I can only hope my RE is so varied. I’m kinda glad about the RE controversy because though it’s responsible for much confusion – and I agree the label is wrong – it forces you to think about what happens next.
FI tells you you’ve got enough to live on, but how are you actually going to live? That’s the RE bit. And if you haven’t given it enough thought by the time you get there, then you could be heading for trouble.
When looking at Jacob’s last ten years, I’m inspired by his range of interests and desire to engage with the world.
I think living life that way requires imagination and willingness to experiment. It takes some fortitude too – not to worry about whether your choices are racking up enough dollars to score you as a ‘success’.
I don’t think most humans are built to enjoy mono-maniacally ploughing a single furrow well enough to compete in a globalised economy. Doing so comes at a massive cost in lost life.
I’d rather spend more time with those I love, playing, tinkering, learning, participating in my community, taking on new challenges, and not worrying about whether that’ll earn me millions, or even anything at all.
Are you both doing jobs that you find interesting enough to sink most of your time into? Would you do those jobs for free?
TI fires his Axiomatic-47!
The Investor: You’ve made some good points about why you believe early retirement is right for you. But I feel we’re discussing the bigger picture here – what RE means for most people, and whether it’s right or useful as a goal?
I’d argue you’ve only tangentially touched on my point that most early retirees don’t retire, and nor do most financially successful people. To oversimplify, you’ve said: “Yes they keep working, but that’s not really work, because they’re FIRE.” We are in danger of running around in circles.

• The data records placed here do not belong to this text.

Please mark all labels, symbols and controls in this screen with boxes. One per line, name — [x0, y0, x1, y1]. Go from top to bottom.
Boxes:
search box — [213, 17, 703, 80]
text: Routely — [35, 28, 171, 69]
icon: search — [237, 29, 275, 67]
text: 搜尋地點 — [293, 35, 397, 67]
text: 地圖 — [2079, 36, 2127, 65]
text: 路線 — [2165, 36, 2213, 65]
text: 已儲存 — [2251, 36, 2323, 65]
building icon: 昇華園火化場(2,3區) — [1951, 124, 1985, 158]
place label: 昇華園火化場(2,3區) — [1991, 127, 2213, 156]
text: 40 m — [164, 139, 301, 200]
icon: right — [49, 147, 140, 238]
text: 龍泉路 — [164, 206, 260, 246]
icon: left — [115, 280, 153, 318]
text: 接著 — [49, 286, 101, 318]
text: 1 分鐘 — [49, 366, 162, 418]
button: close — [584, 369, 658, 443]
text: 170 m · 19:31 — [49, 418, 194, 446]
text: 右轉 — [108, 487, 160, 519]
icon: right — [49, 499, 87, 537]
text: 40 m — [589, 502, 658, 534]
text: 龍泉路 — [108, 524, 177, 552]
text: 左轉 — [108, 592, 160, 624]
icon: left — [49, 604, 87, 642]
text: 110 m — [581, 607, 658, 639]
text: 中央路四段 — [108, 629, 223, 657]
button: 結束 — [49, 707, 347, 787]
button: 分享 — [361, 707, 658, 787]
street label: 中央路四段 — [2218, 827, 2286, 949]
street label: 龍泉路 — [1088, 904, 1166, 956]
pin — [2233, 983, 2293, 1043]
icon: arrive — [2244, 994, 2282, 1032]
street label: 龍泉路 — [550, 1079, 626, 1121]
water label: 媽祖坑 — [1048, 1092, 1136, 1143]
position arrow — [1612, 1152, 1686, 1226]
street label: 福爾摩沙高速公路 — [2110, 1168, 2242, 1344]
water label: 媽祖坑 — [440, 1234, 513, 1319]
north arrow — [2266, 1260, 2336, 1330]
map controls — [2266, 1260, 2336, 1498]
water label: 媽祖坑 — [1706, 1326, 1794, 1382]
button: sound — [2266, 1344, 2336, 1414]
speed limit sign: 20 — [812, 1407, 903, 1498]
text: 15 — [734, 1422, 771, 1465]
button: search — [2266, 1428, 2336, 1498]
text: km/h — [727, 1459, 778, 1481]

I don’t accept the ‘early retirement police’ label – it’s more I axiomatically reject the RE part of FIRE. What’s the point of calling it ‘early retirement’ if there’s an explicit recognition by all that one might not – likely won’t, from what I’ve seen – ‘retire’?
Just call it financial independence and be done with it!
This is more than semantics to me, because as I said in my first post if we drop the RE baggage then we get lots more options on the journey to financial independence – and potentially more options when we achieve it, too.
Continuing on that note, you’ve said you don’t feel modern work is all that. I agree for many people that’s the case. But core FIRE methodology is to put your head down, grin and bear it for 10 to 20 years while saving as much as possible and living as cheaply as possible to get out as soon as possible, where ‘soon’ is nearly always decades away, realistically. To make all this tolerable, the FIRE-ee typically bolts on a lot of extra beliefs about how most stuff and experiences that cost money aren’t worth it.
I’d fully agree there’s a balance to be struck here. But for me it no more lies with the extreme early retire-er than it does the shopaholic loaded down with bags and debts and regret.
There is a viable alternative option to getting out of a soul-destroying job and that is to move into a less soul-destroying job.
I’ve done a couple of huge pivots (one of which came directly from working for free for the hell of it for several years.) Can everyone? Probably not, but I suspect most readers of this blog can – certainly those without kids who are contemplating effectively taking a pay cut of 50% by saving vast amounts towards FIRE.
Will a more amenable job be as great as being able to do anything you want on any given day? (Leaving aside the downsides of such freedoms, as TDM has already alluded to). Probably not, but it’s a compromise.
Will it mean a pay cut? Perhaps, perhaps not in the long run.
Will it be worth doing so to avoid disliking or even hating how one spends most of one’s waking hours? I think so.
You write passionately about the “massive cost in lost life” of work, but hardcore FIRE-seekers sign up to just that to achieve FIRE.
Of course, the vision you paint of spending time doing more of what you love, with those you love, is universally appealing – who wouldn’t want that? – but I feel you avoid addressing the cost of achieving that vision.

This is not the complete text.